Almonte (AL-MONT) in Ontario is a beautiful little town named after Juan Nepomuceno Almonte (1804-1869), Mexican military leader and for a time Mexico’s ambassador to Washington. Almonte was president of Mexico briefly in 1862. The Ontario town had several names before local citizens suggested honouring Juan Almonte who at the time was renowned in Mexico and Canada as a Mexican citizen who had stood up to the bullyboy United States and tried to insure that Mexican sovereignty was respected, all this at a time of boisterous American jingoism and expansive notions among Americans that they should control the entire North American continent. Sound familiar?
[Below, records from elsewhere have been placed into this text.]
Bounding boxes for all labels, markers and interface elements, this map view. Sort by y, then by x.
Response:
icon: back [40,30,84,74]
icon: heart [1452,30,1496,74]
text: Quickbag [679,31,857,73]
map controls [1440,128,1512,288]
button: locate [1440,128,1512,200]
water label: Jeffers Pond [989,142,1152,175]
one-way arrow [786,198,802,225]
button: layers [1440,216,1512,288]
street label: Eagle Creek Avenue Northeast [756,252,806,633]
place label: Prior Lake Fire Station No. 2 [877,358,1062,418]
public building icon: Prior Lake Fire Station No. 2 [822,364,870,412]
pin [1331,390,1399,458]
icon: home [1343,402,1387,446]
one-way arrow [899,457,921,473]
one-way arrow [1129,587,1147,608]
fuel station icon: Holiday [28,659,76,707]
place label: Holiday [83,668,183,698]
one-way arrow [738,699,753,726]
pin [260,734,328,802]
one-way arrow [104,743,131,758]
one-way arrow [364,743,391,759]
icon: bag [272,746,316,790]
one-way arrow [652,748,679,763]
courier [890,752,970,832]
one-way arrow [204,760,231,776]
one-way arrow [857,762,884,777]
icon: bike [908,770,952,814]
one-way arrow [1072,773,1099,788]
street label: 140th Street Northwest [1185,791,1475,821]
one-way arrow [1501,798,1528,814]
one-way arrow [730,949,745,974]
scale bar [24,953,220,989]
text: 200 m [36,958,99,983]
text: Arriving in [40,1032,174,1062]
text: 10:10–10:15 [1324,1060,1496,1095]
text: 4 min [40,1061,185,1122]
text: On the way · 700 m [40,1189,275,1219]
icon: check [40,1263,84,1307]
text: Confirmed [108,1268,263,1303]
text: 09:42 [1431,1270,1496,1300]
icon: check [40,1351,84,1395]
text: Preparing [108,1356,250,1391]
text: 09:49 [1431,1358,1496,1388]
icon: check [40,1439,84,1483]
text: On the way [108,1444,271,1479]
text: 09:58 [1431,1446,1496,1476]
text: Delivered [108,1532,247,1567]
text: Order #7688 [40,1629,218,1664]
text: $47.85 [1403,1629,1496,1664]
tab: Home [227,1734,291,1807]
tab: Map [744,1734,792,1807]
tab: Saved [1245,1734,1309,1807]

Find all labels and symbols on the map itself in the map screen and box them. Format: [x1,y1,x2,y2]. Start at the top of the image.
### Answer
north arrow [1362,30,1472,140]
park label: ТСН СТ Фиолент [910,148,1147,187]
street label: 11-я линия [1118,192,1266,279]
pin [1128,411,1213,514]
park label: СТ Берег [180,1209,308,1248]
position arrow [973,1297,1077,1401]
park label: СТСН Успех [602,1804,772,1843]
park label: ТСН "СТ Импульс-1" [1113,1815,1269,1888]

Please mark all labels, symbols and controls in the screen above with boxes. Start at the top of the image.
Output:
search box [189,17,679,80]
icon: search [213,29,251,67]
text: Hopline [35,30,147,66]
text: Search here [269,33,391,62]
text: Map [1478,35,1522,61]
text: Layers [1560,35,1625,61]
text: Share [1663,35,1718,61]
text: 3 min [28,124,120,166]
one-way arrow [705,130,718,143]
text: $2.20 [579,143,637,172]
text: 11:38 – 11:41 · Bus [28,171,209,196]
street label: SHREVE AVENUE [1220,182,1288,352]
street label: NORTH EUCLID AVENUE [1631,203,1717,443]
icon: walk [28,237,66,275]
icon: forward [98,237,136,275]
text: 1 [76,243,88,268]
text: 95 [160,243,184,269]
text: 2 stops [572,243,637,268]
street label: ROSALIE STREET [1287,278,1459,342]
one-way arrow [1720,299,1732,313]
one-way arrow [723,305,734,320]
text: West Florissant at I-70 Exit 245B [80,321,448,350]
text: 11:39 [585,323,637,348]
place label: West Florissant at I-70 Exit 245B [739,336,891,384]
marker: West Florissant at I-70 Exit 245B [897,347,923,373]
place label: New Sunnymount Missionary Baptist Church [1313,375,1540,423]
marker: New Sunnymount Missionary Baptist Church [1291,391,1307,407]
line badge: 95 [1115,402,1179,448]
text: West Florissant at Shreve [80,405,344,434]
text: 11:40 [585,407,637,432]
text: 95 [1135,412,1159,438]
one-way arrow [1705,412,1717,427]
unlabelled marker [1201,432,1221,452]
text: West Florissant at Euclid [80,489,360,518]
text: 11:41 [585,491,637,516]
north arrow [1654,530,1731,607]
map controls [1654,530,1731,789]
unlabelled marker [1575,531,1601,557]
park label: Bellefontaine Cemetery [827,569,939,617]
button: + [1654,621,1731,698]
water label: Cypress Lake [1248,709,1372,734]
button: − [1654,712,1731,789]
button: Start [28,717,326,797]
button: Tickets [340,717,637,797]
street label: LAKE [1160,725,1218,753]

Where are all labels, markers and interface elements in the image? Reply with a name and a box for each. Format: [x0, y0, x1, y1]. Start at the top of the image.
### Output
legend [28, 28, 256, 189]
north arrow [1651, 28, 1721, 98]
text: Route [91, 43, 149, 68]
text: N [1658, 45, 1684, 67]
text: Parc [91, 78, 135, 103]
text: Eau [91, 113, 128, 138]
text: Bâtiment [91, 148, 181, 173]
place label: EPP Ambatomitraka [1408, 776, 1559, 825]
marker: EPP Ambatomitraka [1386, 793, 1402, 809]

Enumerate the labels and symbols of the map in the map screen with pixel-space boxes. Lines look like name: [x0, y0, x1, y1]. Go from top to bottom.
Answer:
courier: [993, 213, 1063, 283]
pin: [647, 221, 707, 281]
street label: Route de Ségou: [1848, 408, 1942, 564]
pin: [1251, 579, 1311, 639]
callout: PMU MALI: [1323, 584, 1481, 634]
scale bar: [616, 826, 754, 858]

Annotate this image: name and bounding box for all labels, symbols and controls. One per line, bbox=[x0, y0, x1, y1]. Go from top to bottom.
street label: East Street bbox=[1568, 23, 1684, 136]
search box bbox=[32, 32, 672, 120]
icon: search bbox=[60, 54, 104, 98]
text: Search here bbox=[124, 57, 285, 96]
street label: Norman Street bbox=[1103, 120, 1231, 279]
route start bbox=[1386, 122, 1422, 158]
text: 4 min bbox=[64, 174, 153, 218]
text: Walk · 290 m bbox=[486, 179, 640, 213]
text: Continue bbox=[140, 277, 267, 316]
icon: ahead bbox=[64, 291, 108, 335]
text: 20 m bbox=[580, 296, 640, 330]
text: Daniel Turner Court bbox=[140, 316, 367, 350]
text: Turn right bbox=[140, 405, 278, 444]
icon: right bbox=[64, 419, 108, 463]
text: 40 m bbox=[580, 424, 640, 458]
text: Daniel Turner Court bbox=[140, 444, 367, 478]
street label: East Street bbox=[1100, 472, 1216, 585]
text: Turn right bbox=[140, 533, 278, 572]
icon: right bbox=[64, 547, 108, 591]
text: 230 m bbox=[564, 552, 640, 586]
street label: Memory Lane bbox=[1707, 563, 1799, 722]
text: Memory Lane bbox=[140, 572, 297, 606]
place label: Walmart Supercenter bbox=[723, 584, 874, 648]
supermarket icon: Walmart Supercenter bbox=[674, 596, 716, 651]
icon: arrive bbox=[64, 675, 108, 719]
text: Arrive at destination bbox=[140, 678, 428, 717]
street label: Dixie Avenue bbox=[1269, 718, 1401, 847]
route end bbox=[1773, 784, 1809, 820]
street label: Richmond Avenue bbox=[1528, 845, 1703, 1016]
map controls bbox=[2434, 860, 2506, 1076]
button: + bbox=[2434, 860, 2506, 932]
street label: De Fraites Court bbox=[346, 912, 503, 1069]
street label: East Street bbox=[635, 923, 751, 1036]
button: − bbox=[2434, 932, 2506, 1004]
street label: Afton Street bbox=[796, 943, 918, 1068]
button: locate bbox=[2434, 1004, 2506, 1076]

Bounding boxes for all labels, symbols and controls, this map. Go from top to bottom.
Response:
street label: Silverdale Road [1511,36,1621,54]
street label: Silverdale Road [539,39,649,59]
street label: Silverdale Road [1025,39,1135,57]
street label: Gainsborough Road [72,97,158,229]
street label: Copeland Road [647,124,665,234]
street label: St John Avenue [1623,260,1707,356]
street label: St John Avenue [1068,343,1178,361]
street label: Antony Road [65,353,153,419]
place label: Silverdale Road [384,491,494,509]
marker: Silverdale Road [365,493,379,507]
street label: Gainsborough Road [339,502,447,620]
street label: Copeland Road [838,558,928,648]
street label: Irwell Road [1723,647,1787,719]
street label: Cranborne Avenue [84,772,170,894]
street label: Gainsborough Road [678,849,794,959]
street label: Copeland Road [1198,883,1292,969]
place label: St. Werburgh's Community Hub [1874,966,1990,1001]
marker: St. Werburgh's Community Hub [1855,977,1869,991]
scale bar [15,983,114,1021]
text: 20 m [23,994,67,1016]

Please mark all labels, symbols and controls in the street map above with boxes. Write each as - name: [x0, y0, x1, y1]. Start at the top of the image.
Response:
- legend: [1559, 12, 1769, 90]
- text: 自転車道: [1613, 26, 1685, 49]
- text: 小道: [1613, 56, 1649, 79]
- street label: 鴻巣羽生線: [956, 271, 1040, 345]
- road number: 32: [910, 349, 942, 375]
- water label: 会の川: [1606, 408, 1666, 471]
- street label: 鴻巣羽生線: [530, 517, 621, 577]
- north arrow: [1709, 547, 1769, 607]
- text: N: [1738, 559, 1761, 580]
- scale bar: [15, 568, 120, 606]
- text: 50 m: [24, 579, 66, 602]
Two other Spanish names that add a splash of salsa picante to Canadian mappery are:

Oro Grande Gulch in the Yukon (ore grande means ‘big gold find’)

and

Alhambra, Alberta is a small town just north of the David Thompson Highway west of Red Deer. The place was named after the Alhambra, an ornate Moorish palace in Granada that took more than 100 years to complete. The name is Spanish but ultimately derives from the Arabic adjective ahmar ‘red,’ one of whose forms is hamra. Alhambra has the implied extended meaning of ‘the red place or house or castle.’ But when you read the dozens of encyclopedia entries that state sternly that Alhambra means ‘the red palace’ in Arabic, remember: that is incorrect. No Arabic word for palace or castle or citadel is there. Just one adjectival form of the triliteral Arabic root h-m-r ‘red.’ As you can see from the photograph, as anyone who has traveled in Spain, Morocco, or the Middle East knows, most pale buildings are reddish or pink at sunset when the red spectrum of sunlight predominates. That’s why it’s the “red place.” It is large; it dominates its site; it glows red when the sun is going down.

A Moorish poetic explanation claims the construction of the Alhambra involved night work “by the light of torches” whose reflections on the walls lent a fiery crimson hue to the great palace. A pleasant notion but probably utter Moorish piffle.